(Stored items from a collection):
----------------------------------------

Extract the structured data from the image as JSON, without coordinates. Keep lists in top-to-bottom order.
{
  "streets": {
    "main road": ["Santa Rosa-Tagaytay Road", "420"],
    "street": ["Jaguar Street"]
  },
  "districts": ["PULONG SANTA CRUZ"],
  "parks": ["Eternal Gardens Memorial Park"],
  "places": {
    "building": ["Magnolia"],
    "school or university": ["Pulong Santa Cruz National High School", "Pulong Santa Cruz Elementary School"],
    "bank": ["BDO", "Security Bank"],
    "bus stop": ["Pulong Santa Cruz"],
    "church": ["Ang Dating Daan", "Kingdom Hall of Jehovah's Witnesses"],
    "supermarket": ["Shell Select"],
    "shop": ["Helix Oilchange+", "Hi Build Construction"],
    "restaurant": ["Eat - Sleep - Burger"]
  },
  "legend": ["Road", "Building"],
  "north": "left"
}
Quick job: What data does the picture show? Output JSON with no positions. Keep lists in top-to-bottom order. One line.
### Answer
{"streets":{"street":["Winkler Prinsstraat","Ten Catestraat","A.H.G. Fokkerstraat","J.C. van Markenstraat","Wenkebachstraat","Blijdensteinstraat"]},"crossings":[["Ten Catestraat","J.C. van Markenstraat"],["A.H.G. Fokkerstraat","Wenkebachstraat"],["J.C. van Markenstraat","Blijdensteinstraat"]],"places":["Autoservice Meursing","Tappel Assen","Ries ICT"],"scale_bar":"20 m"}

----------------------------------------

(WHAT THE EXERCISE ASKS): Output, exactly and with nothing else, the lines from the line containing "Quick job: What" to the end of the entries.

(REPLY TO THE TASK):
Quick job: What data does the picture show? Output JSON with no positions. Keep lists in top-to-bottom order. One line.
### Answer
{"streets":{"street":["Winkler Prinsstraat","Ten Catestraat","A.H.G. Fokkerstraat","J.C. van Markenstraat","Wenkebachstraat","Blijdensteinstraat"]},"crossings":[["Ten Catestraat","J.C. van Markenstraat"],["A.H.G. Fokkerstraat","Wenkebachstraat"],["J.C. van Markenstraat","Blijdensteinstraat"]],"places":["Autoservice Meursing","Tappel Assen","Ries ICT"],"scale_bar":"20 m"}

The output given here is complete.